▶ **TASK OBJECTIVE**: Of the entries below, return only those lines from the line with "0,639px 0,533px 214px,318px" to the line with "1088px,75px 1127px,64px 1150px,46px", exactly, both included.

Stored items
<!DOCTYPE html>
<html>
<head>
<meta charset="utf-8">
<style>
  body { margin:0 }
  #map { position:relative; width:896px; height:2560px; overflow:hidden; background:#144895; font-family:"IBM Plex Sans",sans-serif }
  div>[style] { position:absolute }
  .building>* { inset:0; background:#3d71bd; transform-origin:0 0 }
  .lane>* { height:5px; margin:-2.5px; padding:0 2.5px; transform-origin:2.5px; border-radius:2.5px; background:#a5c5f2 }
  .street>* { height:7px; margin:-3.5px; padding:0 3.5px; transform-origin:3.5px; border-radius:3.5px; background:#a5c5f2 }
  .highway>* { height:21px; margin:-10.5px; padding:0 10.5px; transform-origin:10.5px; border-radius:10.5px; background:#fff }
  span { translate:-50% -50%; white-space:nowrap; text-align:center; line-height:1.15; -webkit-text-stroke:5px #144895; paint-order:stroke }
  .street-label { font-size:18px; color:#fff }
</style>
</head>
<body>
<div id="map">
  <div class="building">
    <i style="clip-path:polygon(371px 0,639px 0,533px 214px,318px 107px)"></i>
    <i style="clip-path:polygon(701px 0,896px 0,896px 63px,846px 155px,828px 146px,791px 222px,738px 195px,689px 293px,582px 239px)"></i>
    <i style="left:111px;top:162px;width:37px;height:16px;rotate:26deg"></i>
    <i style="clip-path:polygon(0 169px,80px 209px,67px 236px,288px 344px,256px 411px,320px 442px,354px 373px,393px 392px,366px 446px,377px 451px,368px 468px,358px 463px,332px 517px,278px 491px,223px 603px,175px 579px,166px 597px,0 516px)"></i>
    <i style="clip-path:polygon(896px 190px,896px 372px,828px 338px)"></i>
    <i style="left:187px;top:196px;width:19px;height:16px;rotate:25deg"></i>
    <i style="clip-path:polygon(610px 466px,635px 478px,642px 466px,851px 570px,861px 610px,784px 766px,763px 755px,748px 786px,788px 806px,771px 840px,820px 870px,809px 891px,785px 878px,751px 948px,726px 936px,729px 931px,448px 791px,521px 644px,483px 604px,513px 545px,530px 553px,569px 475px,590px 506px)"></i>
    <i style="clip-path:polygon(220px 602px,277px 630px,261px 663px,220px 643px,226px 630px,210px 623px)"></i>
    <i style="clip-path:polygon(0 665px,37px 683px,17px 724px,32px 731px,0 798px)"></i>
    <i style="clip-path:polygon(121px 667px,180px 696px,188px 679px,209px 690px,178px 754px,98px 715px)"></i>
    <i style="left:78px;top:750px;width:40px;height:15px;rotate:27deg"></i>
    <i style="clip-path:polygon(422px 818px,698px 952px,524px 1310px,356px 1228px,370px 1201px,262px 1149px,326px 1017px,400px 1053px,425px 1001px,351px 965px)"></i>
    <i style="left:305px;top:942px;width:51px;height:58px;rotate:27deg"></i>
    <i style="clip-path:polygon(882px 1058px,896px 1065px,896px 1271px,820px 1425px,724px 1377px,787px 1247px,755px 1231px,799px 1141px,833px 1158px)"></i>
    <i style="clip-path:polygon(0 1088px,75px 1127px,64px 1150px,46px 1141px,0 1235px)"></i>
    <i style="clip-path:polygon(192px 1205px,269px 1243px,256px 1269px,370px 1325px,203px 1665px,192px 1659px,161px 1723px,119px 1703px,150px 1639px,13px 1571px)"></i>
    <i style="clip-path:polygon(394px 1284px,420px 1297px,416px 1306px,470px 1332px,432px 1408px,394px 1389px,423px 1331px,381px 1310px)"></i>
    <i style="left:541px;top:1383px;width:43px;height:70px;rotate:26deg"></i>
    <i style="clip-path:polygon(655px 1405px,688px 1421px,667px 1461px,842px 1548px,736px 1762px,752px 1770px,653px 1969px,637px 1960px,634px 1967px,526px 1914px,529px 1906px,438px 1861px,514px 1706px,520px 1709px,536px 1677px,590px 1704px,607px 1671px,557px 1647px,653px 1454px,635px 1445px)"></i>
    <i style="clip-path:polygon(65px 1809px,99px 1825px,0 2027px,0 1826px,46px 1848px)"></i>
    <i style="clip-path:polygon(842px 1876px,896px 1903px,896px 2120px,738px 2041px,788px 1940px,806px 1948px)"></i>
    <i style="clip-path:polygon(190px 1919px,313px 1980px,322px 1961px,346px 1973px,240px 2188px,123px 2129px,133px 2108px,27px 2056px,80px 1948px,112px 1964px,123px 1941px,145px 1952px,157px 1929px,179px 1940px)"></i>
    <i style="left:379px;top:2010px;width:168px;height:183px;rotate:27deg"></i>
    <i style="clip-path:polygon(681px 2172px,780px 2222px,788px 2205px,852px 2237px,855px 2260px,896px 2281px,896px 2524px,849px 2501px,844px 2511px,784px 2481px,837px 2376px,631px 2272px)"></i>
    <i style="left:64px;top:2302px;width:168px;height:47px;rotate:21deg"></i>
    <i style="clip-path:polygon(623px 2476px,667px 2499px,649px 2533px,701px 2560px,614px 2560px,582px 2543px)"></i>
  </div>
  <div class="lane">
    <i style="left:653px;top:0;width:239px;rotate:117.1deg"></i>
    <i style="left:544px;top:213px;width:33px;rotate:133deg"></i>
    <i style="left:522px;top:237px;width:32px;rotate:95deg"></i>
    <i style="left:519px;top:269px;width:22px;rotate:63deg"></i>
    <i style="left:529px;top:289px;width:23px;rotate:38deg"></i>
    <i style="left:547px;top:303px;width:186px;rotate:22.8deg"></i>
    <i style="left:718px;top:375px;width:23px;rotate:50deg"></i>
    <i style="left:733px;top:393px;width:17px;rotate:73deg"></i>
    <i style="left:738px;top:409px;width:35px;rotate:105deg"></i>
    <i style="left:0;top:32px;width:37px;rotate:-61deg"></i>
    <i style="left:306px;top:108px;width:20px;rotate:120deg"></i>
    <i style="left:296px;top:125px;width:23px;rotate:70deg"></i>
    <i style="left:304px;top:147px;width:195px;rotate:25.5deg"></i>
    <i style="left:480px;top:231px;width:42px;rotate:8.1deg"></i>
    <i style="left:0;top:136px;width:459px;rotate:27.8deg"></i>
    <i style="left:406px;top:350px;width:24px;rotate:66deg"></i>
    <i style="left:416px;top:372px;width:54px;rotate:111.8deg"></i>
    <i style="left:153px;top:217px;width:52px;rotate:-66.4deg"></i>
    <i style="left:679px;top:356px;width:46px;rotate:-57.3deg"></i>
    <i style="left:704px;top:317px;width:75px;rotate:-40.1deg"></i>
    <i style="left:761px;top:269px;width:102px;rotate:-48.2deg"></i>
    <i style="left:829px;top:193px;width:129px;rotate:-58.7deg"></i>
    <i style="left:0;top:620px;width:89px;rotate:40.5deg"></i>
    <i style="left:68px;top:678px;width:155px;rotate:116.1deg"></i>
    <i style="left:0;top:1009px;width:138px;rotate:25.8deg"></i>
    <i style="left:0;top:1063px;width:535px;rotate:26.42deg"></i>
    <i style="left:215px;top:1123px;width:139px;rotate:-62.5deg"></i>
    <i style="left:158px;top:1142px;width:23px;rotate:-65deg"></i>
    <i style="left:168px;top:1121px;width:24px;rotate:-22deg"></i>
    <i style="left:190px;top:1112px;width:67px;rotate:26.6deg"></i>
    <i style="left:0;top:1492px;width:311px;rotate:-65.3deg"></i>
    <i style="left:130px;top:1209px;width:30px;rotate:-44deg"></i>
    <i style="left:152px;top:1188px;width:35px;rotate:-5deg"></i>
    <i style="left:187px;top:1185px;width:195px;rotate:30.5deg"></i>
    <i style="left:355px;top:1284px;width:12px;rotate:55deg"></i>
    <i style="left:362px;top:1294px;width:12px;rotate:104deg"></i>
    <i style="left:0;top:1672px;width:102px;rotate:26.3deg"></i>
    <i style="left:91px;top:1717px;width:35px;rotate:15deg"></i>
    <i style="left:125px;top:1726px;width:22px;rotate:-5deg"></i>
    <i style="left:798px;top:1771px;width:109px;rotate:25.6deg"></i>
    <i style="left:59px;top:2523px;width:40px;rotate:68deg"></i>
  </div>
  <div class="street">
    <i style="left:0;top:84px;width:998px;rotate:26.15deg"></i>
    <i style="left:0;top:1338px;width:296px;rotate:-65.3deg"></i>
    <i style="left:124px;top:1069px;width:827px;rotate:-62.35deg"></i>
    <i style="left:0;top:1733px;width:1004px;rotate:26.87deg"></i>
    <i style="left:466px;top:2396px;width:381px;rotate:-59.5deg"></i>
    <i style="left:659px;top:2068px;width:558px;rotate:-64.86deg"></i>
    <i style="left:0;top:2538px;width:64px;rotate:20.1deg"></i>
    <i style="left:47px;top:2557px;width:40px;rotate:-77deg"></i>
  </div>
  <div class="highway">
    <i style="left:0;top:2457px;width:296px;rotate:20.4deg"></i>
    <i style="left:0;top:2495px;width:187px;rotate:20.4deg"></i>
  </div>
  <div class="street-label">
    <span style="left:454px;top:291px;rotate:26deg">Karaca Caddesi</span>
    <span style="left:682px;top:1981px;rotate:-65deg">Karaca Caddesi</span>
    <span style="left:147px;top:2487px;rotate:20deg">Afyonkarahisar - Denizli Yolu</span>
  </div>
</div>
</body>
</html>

▶ **TASK OUTPUT**:
    <i style="clip-path:polygon(371px 0,639px 0,533px 214px,318px 107px)"></i>
    <i style="clip-path:polygon(701px 0,896px 0,896px 63px,846px 155px,828px 146px,791px 222px,738px 195px,689px 293px,582px 239px)"></i>
    <i style="left:111px;top:162px;width:37px;height:16px;rotate:26deg"></i>
    <i style="clip-path:polygon(0 169px,80px 209px,67px 236px,288px 344px,256px 411px,320px 442px,354px 373px,393px 392px,366px 446px,377px 451px,368px 468px,358px 463px,332px 517px,278px 491px,223px 603px,175px 579px,166px 597px,0 516px)"></i>
    <i style="clip-path:polygon(896px 190px,896px 372px,828px 338px)"></i>
    <i style="left:187px;top:196px;width:19px;height:16px;rotate:25deg"></i>
    <i style="clip-path:polygon(610px 466px,635px 478px,642px 466px,851px 570px,861px 610px,784px 766px,763px 755px,748px 786px,788px 806px,771px 840px,820px 870px,809px 891px,785px 878px,751px 948px,726px 936px,729px 931px,448px 791px,521px 644px,483px 604px,513px 545px,530px 553px,569px 475px,590px 506px)"></i>
    <i style="clip-path:polygon(220px 602px,277px 630px,261px 663px,220px 643px,226px 630px,210px 623px)"></i>
    <i style="clip-path:polygon(0 665px,37px 683px,17px 724px,32px 731px,0 798px)"></i>
    <i style="clip-path:polygon(121px 667px,180px 696px,188px 679px,209px 690px,178px 754px,98px 715px)"></i>
    <i style="left:78px;top:750px;width:40px;height:15px;rotate:27deg"></i>
    <i style="clip-path:polygon(422px 818px,698px 952px,524px 1310px,356px 1228px,370px 1201px,262px 1149px,326px 1017px,400px 1053px,425px 1001px,351px 965px)"></i>
    <i style="left:305px;top:942px;width:51px;height:58px;rotate:27deg"></i>
    <i style="clip-path:polygon(882px 1058px,896px 1065px,896px 1271px,820px 1425px,724px 1377px,787px 1247px,755px 1231px,799px 1141px,833px 1158px)"></i>
    <i style="clip-path:polygon(0 1088px,75px 1127px,64px 1150px,46px 1141px,0 1235px)"></i>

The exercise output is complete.